Decentralized finance protocol Summer.fi has suspended its Lazy Summer vaults after an exploit that drained approximately $6 million from the Ethereum-based yield platform, according to the project and several blockchain security companies.
Lazy Summer is an automated yield platform that routes deposits into lending marketplaces such as Aave and Morpho in search of higher yields while managing rebalancing on behalf of users.
The incident was first reported by blockchain security firm Blockaid, with PeckShield and CertiK also reporting suspicious activity. Summer.fi later confirmed it was investigating the attack and said protocol guardians had suspended the affected vaults to prevent further losses.

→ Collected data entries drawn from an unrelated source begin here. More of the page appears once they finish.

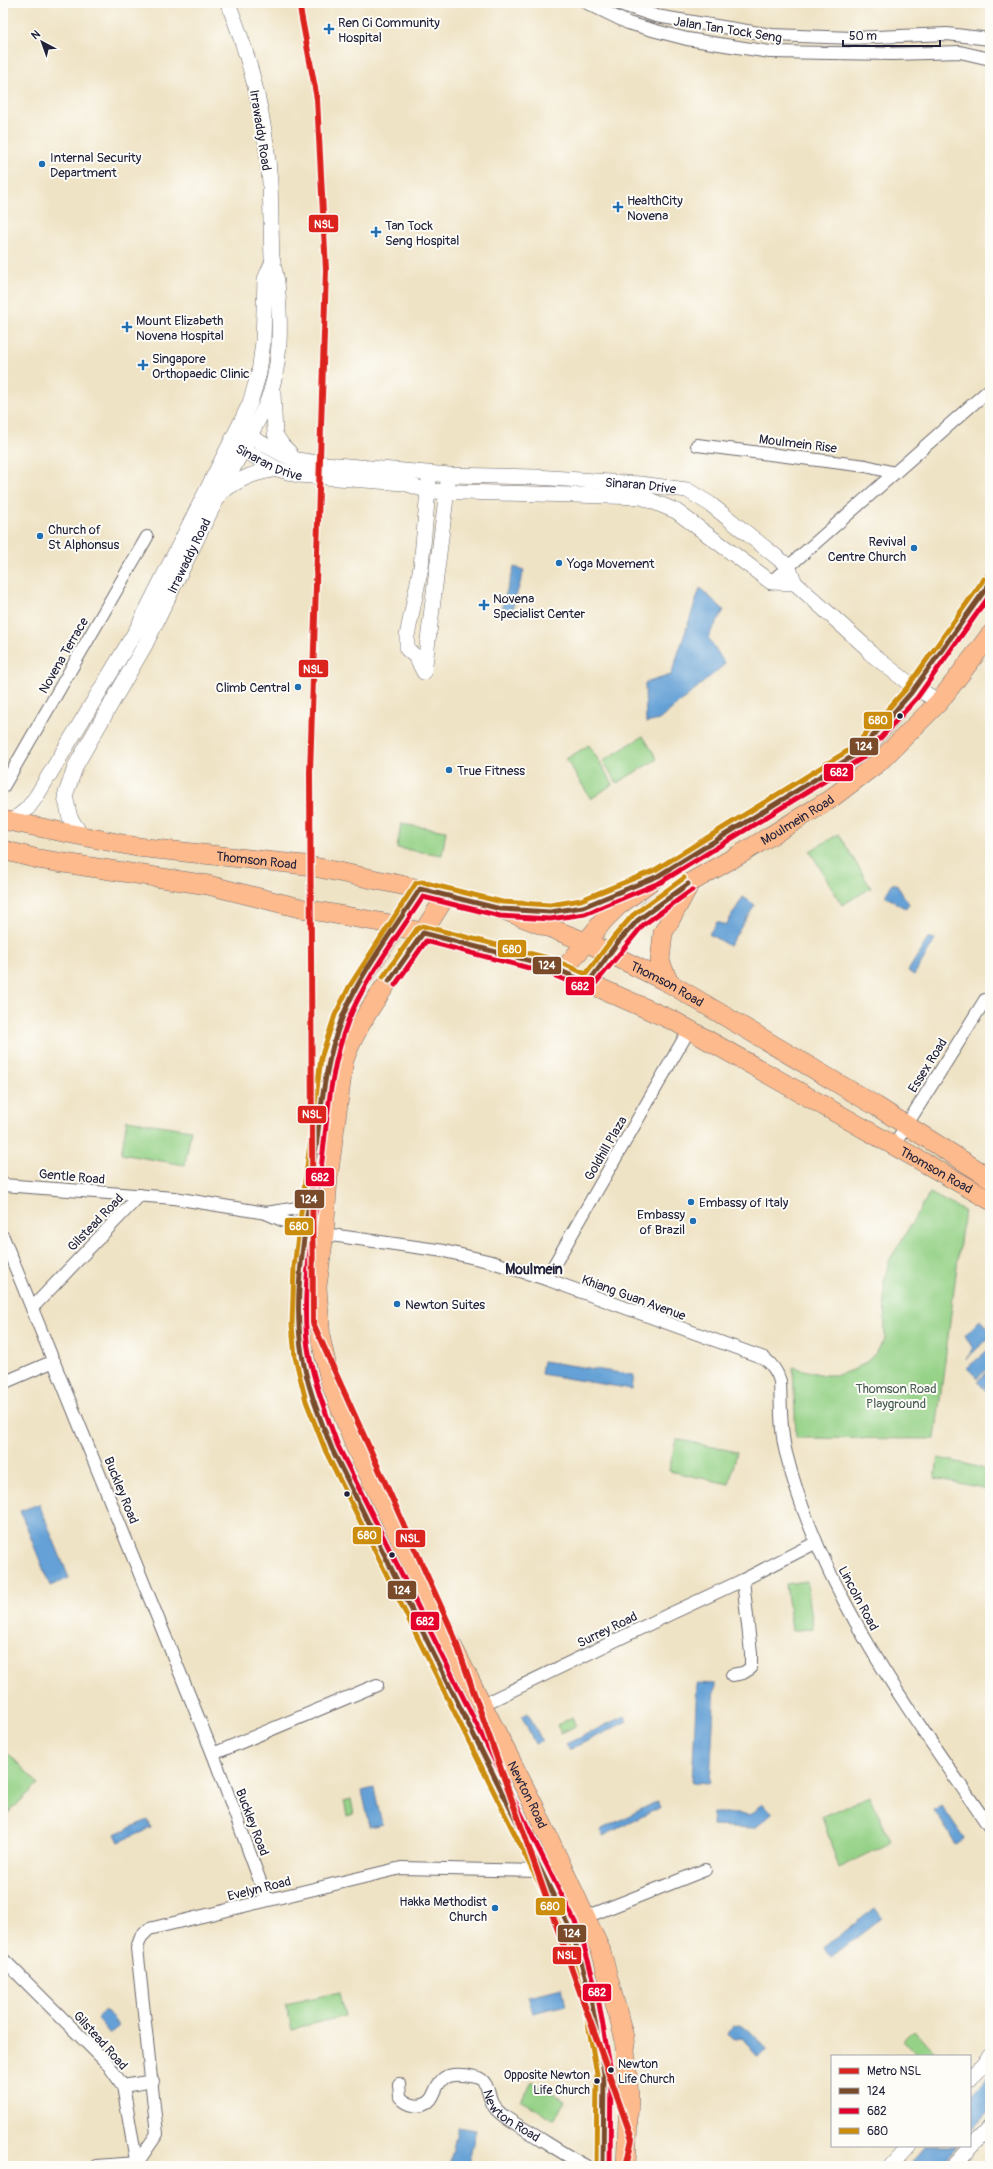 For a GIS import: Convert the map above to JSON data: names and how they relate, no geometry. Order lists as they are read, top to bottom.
{
  "streets": {
    "main road": ["Moulmein Road", "Thomson Road", "Newton Road"],
    "street": [
      "Jalan Tan Tock Seng",
      "Irrawaddy Road",
      "Moulmein Rise",
      "Sinaran Drive",
      "Novena Terrace",
      "Essex Road",
      "Goldhill Plaza",
      "Gentle Road",
      "Gilstead Road",
      "Khiang Guan Avenue",
      "Buckley Road",
      "Lincoln Road",
      "Surrey Road",
      "Evelyn Road"
    ]
  },
  "crossings": [
    ["Irrawaddy Road", "Sinaran Drive"],
    ["Irrawaddy Road", "Thomson Road"],
    ["Sinaran Drive", "Moulmein Road"],
    ["Moulmein Road", "Thomson Road"],
    ["Thomson Road", "Essex Road"],
    ["Thomson Road", "Goldhill Plaza"],
    ["Thomson Road", "Newton Road"],
    ["Goldhill Plaza", "Khiang Guan Avenue"],
    ["Gentle Road", "Gilstead Road"],
    ["Gilstead Road", "Khiang Guan Avenue"],
    ["Gilstead Road", "Buckley Road"],
    ["Gilstead Road", "Newton Road"],
    ["Khiang Guan Avenue", "Lincoln Road"],
    ["Khiang Guan Avenue", "Newton Road"],
    ["Buckley Road", "Evelyn Road"],
    ["Lincoln Road", "Surrey Road"],
    ["Surrey Road", "Newton Road"],
    ["Newton Road", "Evelyn Road"]
  ],
  "districts": ["Moulmein"],
  "parks": ["Thomson Road Playground"],
  "places": {
    "health": [
      "Ren Ci Community Hospital",
      "HealthCity Novena",
      "Tan Tock Seng Hospital",
      "Mount Elizabeth Novena Hospital",
      "Singapore Orthopaedic Clinic",
      "Novena Specialist Center"
    ],
    "other": [
      "Internal Security Department",
      "Church of St Alphonsus",
      "Revival Centre Church",
      "Yoga Movement",
      "Climb Central",
      "True Fitness",
      "Embassy of Italy",
      "Embassy of Brazil",
      "Newton Suites",
      "Hakka Methodist Church",
      "Newton Life Church",
      "Opposite Newton Life Church"
    ]
  },
  "lines": [
    "metro line NSL",
    "transit line 680",
    "transit line 124",
    "transit line 682"
  ],
  "legend": [
    "Metro NSL",
    "124",
    "682",
    "680"
  ],
  "scale_bar": "50 m",
  "north": "top left"
}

Initial analyzes suggest that the attacker exploited a large flash loan attack, apparently originating from Morpho, aimed at manipulating the accounting logic of Lazy Summer’s automated USDC vaults.
Bhari, a security researcher at DeFi, noted that the exploit took advantage of a flaw in the code to inflate total assets, which they were then allowed to buy back for a net profit. The stolen funds were apparently converted to DAI on Curve before being transferred to the attacker’s wallet.
The protocol had a total value locked of $22 million before the exploit, according to data from DeFiLlama. The protocol’s SUMR token lost more than 18% of its value after the exploit was discovered.